02 April 2012 ~ 2 Comments

The shortest post of the club so far….

After reading this book, where do you see some easy steps forward (low hanging fruit if you will) in the following mission:

Helping parents indentify themselves as the primary faith formers of their children and giving them some practical tools to do so.



26 March 2012 ~ 3 Comments

A practice scenario

This was another chapter chock full of very practical ideas.  I really liked the concreteness of what they learned about the first two weeks of college and the intentionality that they encourage parents to have in the last school year and summer.

Our community is unique in it’s college preparation, as there is a great deal of preparation for testing as well as sorority preparations.  One of the reasons we do this so well is that there are very clear plans to work for both higher test scores and getting into the right sorority (I don’t know if the same type of things happen around fraternities).

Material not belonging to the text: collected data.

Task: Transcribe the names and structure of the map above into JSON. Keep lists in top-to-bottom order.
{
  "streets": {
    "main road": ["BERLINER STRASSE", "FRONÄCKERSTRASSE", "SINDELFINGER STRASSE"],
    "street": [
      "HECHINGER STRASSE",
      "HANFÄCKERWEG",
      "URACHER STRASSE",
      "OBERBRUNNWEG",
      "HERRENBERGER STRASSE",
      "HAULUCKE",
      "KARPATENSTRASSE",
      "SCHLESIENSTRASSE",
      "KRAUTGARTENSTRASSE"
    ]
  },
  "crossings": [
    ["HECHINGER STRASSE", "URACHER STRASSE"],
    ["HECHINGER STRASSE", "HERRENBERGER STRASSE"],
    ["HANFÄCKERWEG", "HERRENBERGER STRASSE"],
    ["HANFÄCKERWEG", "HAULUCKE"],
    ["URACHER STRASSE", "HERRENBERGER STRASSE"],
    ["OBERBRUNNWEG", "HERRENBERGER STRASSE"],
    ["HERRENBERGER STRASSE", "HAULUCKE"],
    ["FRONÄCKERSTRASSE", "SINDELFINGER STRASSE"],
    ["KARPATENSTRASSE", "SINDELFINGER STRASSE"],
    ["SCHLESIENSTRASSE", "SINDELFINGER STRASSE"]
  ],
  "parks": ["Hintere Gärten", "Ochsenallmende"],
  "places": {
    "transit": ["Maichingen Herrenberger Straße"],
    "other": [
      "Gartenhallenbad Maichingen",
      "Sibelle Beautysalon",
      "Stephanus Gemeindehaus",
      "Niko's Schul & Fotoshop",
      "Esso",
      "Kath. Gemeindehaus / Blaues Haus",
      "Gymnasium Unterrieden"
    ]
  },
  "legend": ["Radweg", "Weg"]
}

This chapter offers some nice plans to work for sticky faith in the transition to college.  I think before one forms a plan we can as “what is my hope for my college student’s faith during college.”  We first need a goal, then a plan for that goal, and then we work the plan.  How do we do this without being helicopter or Velcro parents?

One thing that I haven’t seen this book talk more about is the fact that young people are taking longer in college, taking longer to find their career job, and taking longer to marry (essentially taking longer to become “adults”).  This has implications for one’s faith, since the “hook” back to church (marriage and kids) is going to be longer than any other generation.  If a college student takes a break from church beginning in college thinking they’ll go back when they are adults/settled/married (as in four years), that break can easily become ten to fifteen years.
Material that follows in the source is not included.